The JOBS Act allows people not just to back projects, but also buy equity in them. Will that benefit both inventors and crowdfunders?
Kickstarter won’t switch to an equity-based model. We believe the real disruption comes from people supporting things because they like them, rather than finding things that produce a good return on investment.

What do you hope—and expect—will happen with crowdfunding over the next five years?
The ultimate goal is that in five years, Kickstarter looks largely the same—but the rest of the world looks a lot more like Kickstarter. We’re already seeing that happen, in the sense that there are now things all around us that were created by us and by our peers.

Do you think the growth of crowdfunding and the growth of hackerspaces is connected?
That’s an area we really love: The two dudes with an interesting idea they want to try to create. The degree of transparency that happens with a Kickstarter project is really remarkable. That’s not something that has ever existed before—that you actually see how something you use was made and really be a part of it.

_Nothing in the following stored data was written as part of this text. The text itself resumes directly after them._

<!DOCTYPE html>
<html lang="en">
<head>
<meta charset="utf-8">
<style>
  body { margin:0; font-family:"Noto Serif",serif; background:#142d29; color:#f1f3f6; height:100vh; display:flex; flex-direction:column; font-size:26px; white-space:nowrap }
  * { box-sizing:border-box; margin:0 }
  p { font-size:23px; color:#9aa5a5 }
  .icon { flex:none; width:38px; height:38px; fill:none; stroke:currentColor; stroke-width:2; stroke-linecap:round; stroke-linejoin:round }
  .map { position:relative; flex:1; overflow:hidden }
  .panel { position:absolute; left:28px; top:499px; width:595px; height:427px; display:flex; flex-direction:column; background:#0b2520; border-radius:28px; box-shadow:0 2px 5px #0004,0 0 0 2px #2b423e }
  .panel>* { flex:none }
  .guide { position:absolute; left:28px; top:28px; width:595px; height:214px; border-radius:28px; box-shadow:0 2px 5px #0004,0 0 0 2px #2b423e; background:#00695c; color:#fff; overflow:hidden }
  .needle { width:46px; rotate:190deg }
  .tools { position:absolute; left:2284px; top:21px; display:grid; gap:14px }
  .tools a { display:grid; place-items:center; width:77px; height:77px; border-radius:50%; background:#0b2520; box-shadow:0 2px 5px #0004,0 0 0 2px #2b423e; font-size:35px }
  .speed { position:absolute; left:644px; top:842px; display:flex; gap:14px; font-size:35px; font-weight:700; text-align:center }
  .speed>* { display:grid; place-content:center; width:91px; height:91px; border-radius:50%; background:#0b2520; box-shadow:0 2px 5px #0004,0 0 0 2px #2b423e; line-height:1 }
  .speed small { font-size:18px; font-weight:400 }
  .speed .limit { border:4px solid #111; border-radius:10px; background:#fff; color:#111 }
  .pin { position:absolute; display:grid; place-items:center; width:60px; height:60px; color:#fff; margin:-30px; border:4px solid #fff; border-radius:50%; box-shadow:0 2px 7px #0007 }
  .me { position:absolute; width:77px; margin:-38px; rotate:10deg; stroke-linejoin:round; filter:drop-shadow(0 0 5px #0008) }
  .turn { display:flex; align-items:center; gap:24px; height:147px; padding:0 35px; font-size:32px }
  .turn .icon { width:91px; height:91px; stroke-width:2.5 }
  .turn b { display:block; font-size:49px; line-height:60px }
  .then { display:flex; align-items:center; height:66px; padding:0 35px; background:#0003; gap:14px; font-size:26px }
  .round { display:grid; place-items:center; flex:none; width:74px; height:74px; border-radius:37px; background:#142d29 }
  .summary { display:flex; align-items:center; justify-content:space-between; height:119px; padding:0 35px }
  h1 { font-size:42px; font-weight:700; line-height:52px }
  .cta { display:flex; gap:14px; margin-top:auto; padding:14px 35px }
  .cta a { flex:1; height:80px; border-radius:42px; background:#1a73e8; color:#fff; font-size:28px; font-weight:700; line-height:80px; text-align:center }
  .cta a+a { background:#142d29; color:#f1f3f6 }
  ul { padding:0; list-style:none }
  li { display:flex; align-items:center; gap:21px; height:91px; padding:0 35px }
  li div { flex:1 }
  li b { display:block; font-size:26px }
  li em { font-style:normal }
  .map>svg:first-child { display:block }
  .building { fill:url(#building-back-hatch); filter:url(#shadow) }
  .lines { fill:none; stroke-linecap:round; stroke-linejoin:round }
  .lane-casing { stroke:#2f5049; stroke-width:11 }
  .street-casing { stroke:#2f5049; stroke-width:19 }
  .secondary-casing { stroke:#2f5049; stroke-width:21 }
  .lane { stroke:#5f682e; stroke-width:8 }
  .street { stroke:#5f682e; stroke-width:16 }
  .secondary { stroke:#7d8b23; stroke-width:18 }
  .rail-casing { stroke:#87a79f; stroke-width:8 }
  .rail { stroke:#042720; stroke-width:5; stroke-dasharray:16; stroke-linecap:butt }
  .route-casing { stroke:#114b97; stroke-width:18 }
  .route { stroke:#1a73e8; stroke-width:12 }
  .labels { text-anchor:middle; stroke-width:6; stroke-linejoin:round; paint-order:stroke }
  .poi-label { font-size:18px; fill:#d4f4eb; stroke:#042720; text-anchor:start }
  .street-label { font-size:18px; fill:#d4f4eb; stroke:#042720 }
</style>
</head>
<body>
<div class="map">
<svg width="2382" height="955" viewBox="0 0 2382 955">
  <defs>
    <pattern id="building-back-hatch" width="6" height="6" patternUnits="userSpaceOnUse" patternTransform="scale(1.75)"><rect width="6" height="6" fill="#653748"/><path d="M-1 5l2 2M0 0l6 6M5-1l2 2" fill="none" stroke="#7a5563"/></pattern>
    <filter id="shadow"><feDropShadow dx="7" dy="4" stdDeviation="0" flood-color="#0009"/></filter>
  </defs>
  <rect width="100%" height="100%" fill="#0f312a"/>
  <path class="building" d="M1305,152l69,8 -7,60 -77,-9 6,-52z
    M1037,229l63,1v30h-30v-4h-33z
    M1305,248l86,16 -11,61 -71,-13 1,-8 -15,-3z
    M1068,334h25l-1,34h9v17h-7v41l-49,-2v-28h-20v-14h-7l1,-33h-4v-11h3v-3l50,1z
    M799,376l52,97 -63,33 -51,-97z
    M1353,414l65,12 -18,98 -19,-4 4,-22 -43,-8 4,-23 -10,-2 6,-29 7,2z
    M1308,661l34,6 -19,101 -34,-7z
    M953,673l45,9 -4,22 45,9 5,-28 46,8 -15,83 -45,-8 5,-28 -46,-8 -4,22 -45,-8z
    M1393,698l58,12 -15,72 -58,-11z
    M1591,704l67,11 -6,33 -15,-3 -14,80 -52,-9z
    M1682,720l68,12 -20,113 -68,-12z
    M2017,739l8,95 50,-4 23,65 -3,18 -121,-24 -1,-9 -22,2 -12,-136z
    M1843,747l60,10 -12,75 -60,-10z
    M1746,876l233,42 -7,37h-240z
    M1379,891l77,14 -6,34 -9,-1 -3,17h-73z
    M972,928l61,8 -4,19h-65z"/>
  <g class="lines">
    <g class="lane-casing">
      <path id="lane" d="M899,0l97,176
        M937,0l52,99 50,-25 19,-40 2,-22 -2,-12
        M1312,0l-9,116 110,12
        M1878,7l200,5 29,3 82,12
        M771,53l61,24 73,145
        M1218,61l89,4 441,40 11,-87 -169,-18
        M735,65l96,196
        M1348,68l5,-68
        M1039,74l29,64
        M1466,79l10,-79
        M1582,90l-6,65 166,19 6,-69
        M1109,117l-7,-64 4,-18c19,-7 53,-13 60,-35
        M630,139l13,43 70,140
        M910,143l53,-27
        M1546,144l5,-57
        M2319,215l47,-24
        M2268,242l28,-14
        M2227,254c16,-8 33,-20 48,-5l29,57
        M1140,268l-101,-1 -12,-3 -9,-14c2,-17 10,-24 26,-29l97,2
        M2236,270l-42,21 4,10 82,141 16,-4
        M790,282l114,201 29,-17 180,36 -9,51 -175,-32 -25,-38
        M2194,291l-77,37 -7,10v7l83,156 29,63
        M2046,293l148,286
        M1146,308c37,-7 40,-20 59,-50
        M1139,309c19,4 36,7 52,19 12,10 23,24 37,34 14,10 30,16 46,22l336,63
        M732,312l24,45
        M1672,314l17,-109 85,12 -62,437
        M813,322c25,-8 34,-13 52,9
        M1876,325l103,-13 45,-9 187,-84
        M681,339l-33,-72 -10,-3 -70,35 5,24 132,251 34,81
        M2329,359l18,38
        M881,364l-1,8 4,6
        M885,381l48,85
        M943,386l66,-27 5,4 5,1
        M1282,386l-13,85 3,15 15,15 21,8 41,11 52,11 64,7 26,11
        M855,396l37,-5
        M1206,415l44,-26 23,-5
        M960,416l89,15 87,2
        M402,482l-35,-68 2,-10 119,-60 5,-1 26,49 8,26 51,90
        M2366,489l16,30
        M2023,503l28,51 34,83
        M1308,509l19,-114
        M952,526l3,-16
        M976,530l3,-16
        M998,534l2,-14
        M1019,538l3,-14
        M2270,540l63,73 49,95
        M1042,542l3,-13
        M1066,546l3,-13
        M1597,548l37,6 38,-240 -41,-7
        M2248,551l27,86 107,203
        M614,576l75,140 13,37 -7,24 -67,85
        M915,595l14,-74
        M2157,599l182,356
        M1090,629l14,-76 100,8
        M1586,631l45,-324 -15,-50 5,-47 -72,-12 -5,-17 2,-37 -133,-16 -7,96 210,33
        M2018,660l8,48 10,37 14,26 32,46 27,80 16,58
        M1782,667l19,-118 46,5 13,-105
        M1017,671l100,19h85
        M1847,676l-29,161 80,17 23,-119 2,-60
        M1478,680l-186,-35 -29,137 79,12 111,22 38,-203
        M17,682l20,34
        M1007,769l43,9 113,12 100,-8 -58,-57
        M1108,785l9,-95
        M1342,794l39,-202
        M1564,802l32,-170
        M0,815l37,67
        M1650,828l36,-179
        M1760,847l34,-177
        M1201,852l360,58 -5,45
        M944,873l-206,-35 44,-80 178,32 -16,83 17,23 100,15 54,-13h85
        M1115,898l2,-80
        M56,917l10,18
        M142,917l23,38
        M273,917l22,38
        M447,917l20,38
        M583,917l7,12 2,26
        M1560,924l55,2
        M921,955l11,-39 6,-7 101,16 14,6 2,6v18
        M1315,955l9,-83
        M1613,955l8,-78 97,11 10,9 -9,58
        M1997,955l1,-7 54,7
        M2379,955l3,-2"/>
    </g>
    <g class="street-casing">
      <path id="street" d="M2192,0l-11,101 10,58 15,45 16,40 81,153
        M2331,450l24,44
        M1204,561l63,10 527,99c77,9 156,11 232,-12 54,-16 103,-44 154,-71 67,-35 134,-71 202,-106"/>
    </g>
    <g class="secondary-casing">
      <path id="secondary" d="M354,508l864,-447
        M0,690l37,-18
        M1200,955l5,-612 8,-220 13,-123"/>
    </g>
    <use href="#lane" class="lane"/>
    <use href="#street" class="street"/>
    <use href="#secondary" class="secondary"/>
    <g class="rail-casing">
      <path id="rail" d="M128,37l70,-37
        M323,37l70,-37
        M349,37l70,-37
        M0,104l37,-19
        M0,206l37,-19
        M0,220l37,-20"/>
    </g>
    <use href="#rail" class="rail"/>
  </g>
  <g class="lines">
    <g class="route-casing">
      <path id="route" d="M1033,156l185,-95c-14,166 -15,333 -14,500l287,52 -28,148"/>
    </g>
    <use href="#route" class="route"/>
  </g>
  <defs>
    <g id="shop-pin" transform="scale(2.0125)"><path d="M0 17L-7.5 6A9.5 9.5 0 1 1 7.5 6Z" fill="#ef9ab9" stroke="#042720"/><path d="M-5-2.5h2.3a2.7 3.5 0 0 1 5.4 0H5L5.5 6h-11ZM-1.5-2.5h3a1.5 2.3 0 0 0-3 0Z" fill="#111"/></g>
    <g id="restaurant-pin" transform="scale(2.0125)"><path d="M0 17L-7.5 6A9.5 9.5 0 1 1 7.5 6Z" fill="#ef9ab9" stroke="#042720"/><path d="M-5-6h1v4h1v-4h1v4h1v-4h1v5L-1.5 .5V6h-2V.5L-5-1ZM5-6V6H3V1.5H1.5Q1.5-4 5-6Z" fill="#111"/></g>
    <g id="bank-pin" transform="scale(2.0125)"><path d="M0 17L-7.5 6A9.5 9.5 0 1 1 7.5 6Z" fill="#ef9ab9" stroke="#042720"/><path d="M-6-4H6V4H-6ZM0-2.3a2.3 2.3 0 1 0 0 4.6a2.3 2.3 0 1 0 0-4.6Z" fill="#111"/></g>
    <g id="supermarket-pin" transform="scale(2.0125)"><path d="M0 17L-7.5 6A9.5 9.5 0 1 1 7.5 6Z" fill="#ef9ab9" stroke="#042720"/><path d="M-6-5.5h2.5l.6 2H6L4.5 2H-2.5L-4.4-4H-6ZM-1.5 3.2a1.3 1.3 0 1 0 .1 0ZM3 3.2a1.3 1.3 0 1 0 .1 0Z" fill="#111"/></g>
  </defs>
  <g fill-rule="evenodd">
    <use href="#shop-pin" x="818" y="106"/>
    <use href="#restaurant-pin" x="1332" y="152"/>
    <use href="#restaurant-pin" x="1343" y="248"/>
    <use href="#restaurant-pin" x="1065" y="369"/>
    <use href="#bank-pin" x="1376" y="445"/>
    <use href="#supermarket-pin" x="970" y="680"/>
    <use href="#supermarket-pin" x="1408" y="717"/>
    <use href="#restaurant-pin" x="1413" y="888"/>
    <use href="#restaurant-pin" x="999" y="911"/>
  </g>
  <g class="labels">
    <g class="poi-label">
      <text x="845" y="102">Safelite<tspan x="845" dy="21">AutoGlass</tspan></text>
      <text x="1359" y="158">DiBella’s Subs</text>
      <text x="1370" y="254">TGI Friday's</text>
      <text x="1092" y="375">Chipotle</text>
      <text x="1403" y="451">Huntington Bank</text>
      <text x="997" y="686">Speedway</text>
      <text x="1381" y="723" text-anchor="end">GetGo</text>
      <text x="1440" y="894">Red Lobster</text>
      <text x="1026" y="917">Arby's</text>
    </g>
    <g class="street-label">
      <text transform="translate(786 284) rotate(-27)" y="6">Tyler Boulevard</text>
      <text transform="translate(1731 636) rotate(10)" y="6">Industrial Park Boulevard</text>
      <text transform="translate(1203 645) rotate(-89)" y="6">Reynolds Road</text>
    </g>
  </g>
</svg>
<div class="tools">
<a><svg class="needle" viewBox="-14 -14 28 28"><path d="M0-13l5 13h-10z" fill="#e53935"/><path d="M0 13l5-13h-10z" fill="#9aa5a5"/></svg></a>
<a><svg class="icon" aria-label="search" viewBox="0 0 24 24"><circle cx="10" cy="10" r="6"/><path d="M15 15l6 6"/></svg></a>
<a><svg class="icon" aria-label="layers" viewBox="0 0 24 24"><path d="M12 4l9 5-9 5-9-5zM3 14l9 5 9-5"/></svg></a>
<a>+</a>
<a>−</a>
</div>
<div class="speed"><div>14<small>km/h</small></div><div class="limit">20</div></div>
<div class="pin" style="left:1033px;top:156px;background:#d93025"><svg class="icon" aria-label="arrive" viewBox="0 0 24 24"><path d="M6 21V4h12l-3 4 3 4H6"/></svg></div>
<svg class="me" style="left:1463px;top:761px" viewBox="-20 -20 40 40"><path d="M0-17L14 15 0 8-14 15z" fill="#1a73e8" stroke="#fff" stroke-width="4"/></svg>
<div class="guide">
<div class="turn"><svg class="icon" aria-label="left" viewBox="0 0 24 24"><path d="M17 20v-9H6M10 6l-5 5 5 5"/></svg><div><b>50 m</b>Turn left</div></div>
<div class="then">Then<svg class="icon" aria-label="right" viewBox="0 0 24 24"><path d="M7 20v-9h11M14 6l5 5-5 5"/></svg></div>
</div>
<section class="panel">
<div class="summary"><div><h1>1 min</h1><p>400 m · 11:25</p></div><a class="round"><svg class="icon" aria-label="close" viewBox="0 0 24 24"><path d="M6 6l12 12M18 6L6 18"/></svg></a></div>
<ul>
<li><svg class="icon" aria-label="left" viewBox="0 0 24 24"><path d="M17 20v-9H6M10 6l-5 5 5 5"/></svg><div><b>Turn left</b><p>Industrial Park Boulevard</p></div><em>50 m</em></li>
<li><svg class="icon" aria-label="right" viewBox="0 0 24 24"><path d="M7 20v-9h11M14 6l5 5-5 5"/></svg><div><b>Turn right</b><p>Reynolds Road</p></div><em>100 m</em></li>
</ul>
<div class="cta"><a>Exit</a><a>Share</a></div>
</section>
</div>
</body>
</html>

On Kickstarter, inventors develop and build projects in a very public forum. What’s the benefit of being so open?
You come to Kickstarter not just to raise money, but to build a community around your project. Money gets spent, but a community will last forever if you do your job right. And those people will cheerlead you all along the way and give you feedback and be there for your next thing. That’s a true asset.

Yancey Strickler is a co-founder of Kickstarter, which has funneled more than $435 million from the site’s users to about 37,000 projects. Strickler has personally backed nearly 800 projects on Kickstarter.